A self-deprecating snort comes out, and I finally make eye contact with Carson.

He’s trying to keep his expression neutral, but there’s murder in his eyes.

“You know, he never actually asked me to marry him. He told me it would play well in the press if we got married and said we might as well since we were already living together. That should’ve been my warning.

It should have told me this wasn’t the right move, but he’d been making choices for me for so long it felt normal. ”

“God, Ginny. How did we let you suffer for so long? How’d we not see it?”

“I didn’t let you. No one in a healthy relationship hides their life from their family. Another warning I should have paid attention to but ignored for peace instead.”

“We were all worried about you when the wedding planning started. You weren’t yourself, but I never would have guessed it’d gotten this bad.”

“Cecelia took over the wedding plans. I’d turned so far inward, I couldn’t see past getting through each day.”

“What happened yesterday? ”

“I walked in on Wesley having sex with one of my bridesmaids.”

“That motherfucker.”

I smirk. “Accurate. Seeing his betrayal broke the wall I’d built in my mind to deal with the abuse. Between the drive here and our day yesterday, I can finally see my situation for what it was. I was in an abusive relationship.”

I pause as that sinks in. It hits differently, saying it out loud.
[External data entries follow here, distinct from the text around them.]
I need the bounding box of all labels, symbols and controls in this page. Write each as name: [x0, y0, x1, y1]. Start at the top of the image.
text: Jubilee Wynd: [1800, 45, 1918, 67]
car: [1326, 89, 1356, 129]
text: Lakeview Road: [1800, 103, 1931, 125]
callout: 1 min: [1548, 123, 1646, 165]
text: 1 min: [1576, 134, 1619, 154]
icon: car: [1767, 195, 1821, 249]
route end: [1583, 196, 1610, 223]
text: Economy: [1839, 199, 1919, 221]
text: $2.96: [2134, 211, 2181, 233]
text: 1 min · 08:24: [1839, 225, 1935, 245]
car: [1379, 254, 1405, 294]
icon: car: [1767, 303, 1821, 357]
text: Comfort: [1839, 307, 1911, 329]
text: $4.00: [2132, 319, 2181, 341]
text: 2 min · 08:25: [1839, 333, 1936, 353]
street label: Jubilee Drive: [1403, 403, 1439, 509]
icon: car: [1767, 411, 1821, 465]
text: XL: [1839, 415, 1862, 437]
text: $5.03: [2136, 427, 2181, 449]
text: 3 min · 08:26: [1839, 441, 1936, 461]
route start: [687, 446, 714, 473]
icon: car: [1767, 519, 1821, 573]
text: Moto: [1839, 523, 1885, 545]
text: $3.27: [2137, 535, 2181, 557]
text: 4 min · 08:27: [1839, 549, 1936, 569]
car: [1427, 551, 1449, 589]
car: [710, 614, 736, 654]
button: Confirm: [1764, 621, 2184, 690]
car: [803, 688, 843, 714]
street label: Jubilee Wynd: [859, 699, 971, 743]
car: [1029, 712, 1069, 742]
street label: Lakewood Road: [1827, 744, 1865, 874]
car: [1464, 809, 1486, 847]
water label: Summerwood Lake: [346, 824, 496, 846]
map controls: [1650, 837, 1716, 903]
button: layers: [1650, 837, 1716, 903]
It makes it real instead of something I can shove to the back of my mind.

But I can’t ignore the truth anymore. “I’ve been manipulated for years.

Cecelia’s part in it is almost worse than Wesley’s betrayal.
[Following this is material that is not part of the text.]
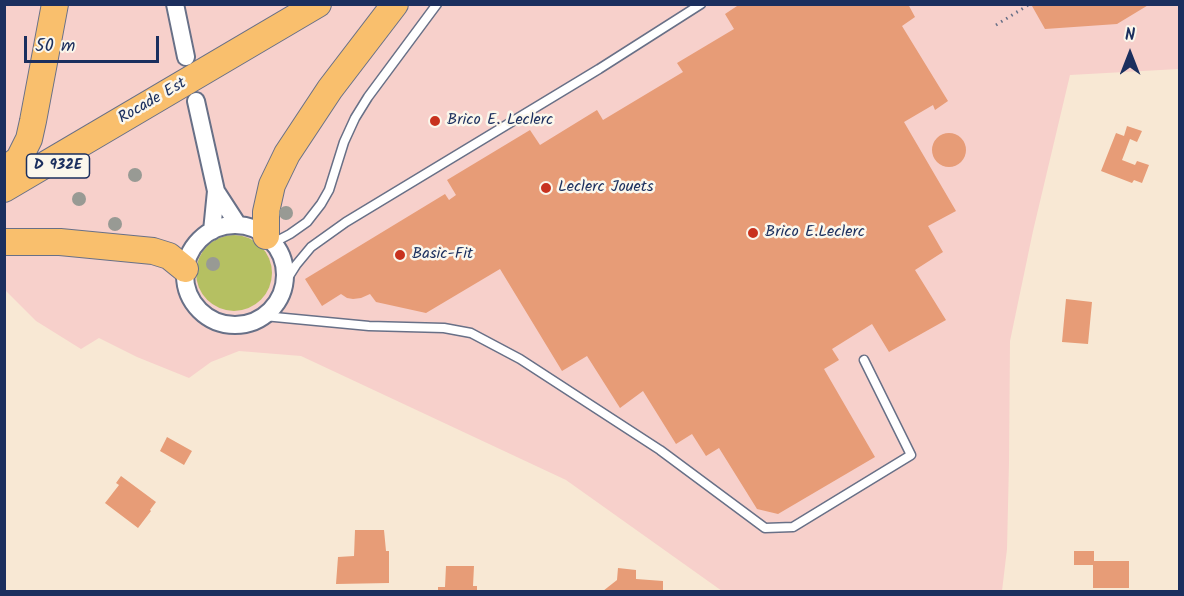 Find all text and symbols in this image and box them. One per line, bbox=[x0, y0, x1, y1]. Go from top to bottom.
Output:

I thought she had my best interests at heart, but she was just as bad.

She pressed me to follow Wesley’s lead when I would question his choices.

I can’t quite understand her motive—a kickback, probably, for the different events we attended together.

There has to be more to it, but I don’t know what it is.

” Her texts after I ran from the wedding made me realize she was just as culpable as Wesley in all of this.

I’m not sure how they’re connected, but I’ll figure it out eventually.

“How are we going to handle this?”

A small smile ticks up the corner of my mouth at his use of we . “I don’t know yet. Fire Cecelia for a start, go home to Sonoma to lay low from the paps. My label wants another album, but I have some time to deal with that later.”

“That’s a good plan. Maybe coming home will give you a chance to focus on writing instead of everything else that’s going on.”

“That would be nice for a change.”

“Then we’ll make it happen.”

If only things in my life were that easy.